Task description: What number of lines in the listing contain "setLineDash"? Answer with that number only.

Stored data:

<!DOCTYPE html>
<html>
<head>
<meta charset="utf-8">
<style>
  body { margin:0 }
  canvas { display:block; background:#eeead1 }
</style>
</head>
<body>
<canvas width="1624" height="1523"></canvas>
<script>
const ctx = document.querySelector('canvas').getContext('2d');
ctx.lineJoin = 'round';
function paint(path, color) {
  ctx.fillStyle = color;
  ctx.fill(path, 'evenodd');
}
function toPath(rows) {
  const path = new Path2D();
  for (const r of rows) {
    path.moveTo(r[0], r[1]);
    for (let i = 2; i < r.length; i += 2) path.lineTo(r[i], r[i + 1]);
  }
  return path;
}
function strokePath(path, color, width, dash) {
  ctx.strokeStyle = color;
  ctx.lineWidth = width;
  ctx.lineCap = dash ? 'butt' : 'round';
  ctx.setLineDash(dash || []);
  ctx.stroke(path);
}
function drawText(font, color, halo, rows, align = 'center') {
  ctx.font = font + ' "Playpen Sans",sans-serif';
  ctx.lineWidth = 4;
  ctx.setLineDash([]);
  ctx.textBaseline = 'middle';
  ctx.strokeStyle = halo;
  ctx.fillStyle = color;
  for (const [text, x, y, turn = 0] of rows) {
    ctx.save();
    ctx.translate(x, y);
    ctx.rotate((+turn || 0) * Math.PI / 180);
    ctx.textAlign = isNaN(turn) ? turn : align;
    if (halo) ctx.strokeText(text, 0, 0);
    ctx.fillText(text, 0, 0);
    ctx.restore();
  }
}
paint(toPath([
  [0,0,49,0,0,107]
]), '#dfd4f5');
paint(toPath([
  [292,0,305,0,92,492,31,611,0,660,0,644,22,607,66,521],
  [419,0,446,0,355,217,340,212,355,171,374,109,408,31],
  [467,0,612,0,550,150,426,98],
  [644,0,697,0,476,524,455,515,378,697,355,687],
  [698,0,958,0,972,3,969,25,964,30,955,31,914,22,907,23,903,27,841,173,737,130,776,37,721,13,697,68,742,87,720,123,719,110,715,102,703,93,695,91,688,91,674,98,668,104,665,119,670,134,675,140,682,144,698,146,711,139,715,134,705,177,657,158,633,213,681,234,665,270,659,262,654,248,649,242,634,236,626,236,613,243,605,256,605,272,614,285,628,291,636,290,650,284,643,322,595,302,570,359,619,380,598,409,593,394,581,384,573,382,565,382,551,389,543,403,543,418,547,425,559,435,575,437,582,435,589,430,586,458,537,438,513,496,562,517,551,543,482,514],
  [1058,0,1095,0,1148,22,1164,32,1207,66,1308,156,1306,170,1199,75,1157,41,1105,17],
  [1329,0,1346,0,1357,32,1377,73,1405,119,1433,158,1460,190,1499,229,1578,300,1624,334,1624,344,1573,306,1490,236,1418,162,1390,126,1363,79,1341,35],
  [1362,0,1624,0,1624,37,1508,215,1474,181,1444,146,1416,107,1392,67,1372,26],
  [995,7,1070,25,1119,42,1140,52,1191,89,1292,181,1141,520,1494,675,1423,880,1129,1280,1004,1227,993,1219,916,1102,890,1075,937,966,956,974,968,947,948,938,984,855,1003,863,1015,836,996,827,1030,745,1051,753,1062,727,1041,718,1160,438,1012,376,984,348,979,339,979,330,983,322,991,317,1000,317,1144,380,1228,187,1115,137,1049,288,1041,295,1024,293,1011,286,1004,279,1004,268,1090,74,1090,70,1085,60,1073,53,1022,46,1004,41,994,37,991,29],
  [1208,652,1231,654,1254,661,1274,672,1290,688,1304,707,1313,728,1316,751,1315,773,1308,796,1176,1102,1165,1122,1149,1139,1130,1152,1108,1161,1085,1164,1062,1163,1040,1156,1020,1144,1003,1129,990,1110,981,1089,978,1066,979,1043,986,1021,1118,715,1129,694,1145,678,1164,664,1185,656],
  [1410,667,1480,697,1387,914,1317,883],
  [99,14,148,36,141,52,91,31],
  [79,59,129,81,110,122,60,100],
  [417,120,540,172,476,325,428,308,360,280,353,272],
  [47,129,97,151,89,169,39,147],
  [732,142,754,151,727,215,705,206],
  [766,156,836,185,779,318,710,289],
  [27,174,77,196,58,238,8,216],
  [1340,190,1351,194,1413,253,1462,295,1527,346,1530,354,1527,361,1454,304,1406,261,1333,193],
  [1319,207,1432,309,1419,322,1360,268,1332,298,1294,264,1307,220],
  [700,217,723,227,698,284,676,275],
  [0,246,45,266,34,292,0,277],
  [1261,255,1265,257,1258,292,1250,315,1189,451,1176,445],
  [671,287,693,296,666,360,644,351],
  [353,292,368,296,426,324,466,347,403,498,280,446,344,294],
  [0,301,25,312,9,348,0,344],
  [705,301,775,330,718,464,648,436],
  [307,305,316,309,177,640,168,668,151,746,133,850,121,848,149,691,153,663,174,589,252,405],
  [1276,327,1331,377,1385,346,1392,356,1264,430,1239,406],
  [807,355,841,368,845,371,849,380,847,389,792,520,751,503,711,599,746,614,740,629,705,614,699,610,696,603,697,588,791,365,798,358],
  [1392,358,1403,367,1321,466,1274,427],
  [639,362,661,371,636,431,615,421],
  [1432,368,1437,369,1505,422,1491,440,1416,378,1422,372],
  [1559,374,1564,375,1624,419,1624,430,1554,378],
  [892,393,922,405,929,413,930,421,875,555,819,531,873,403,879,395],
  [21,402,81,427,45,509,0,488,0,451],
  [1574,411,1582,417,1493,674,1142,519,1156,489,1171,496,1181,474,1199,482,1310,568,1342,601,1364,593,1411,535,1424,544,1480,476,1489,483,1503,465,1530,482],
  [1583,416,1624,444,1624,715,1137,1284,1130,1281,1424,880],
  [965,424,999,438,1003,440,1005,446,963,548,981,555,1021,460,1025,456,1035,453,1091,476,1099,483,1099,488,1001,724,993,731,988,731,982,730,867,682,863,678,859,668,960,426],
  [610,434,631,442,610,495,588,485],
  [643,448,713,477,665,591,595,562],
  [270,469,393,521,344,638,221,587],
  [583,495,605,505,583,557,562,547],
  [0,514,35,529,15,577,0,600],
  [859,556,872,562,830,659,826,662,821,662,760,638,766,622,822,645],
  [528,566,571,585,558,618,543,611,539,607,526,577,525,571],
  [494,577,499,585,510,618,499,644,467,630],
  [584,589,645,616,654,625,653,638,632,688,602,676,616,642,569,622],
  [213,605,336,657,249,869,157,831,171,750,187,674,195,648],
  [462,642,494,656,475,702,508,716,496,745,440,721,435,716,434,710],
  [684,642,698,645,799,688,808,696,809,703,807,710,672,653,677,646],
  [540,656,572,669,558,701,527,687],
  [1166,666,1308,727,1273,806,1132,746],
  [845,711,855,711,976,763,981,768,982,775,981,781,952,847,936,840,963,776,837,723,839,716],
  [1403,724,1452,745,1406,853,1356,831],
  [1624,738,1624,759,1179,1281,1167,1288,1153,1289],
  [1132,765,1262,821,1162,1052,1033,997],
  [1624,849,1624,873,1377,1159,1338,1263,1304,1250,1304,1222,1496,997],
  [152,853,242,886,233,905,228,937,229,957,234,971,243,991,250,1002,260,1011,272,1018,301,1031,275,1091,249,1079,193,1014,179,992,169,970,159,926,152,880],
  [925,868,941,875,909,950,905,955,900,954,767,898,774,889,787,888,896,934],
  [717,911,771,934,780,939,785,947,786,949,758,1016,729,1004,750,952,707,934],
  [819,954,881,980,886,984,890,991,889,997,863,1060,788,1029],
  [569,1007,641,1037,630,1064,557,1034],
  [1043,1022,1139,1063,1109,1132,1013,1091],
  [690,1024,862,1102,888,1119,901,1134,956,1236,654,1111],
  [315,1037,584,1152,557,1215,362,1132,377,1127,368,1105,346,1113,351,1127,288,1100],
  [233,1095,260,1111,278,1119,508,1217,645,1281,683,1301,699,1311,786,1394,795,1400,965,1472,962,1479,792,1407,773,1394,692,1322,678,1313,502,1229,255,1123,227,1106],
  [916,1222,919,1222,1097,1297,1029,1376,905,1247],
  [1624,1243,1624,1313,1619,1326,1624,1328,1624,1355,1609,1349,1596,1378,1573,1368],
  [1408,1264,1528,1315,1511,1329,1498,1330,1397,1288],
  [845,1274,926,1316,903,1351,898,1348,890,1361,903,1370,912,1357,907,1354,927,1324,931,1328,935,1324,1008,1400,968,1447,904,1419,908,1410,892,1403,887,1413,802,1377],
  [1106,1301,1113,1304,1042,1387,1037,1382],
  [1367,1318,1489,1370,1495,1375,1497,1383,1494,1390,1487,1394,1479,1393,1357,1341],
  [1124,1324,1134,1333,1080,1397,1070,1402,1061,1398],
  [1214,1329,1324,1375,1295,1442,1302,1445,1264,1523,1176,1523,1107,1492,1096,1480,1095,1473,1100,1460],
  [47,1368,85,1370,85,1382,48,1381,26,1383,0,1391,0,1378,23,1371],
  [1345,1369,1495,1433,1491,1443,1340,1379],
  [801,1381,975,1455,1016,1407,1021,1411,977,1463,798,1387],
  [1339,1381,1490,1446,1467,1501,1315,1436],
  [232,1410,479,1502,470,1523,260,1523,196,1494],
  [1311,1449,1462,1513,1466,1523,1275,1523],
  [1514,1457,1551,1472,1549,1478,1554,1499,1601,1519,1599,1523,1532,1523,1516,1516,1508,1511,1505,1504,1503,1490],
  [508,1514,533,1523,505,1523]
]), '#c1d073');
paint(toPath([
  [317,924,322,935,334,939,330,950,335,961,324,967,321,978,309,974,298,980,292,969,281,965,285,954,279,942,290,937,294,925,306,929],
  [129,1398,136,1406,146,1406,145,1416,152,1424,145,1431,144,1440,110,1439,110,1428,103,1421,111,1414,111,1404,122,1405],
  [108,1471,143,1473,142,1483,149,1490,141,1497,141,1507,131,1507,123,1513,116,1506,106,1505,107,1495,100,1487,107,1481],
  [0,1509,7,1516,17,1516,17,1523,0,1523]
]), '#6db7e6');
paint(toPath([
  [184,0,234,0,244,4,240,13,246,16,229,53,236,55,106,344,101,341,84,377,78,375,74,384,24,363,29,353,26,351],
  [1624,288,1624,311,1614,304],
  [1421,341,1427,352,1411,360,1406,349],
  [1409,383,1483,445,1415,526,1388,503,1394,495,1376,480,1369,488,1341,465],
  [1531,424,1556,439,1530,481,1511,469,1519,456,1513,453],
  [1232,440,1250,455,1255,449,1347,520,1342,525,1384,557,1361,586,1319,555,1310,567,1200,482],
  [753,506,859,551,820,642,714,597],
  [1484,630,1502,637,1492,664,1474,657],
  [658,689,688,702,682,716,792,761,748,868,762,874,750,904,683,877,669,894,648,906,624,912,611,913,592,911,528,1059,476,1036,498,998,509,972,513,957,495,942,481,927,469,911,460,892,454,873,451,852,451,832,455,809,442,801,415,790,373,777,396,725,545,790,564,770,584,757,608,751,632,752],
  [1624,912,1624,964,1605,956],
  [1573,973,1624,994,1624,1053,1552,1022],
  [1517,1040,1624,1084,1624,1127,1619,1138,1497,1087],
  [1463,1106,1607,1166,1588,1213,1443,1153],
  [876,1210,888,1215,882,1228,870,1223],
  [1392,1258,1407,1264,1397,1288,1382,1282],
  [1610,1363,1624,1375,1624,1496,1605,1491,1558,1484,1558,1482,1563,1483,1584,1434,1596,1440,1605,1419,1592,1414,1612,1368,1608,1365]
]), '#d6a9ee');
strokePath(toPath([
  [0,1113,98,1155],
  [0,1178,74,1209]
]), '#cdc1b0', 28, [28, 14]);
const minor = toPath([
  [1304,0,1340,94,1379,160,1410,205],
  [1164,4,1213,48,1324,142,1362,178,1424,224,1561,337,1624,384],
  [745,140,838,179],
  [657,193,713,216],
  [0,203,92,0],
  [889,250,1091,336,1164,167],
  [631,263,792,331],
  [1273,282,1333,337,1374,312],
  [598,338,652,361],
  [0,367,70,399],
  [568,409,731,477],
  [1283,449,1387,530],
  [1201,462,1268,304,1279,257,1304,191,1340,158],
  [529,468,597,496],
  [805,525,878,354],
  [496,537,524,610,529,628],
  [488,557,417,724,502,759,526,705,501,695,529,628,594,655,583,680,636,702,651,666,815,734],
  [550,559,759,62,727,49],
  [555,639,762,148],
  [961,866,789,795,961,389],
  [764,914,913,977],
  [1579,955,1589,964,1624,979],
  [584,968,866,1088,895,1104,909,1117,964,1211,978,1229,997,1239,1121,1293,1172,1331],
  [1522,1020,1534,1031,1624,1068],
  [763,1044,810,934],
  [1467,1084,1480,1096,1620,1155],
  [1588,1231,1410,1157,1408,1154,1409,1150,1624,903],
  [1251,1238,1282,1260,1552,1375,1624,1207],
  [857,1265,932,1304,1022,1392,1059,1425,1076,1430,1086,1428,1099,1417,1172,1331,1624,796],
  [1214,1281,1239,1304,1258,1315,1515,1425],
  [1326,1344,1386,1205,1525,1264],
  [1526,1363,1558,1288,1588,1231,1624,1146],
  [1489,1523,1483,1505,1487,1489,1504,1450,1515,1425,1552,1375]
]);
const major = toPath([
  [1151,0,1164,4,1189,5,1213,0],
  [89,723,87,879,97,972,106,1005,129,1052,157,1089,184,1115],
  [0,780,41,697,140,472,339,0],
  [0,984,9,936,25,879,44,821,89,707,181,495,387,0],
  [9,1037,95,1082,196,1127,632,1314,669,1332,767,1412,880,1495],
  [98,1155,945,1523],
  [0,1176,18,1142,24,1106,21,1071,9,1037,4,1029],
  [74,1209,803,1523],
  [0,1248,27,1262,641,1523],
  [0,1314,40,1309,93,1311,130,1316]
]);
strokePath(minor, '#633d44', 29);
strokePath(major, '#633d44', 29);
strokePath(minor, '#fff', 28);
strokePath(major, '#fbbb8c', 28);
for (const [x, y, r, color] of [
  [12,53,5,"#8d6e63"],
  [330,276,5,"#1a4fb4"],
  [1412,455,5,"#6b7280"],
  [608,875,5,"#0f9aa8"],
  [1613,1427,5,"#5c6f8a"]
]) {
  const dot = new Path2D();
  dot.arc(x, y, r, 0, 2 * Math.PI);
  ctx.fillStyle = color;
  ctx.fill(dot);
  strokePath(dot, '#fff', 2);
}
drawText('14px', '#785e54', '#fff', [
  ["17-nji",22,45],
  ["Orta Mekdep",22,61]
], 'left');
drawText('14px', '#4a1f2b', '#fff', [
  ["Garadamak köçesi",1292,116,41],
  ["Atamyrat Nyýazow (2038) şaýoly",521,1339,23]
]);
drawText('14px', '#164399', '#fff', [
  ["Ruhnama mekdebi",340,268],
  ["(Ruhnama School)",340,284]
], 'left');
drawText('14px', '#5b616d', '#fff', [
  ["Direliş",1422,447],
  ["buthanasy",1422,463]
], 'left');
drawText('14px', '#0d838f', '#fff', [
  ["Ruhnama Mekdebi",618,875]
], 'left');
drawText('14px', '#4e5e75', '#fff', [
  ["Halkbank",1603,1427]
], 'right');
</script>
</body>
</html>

Expected answer: 2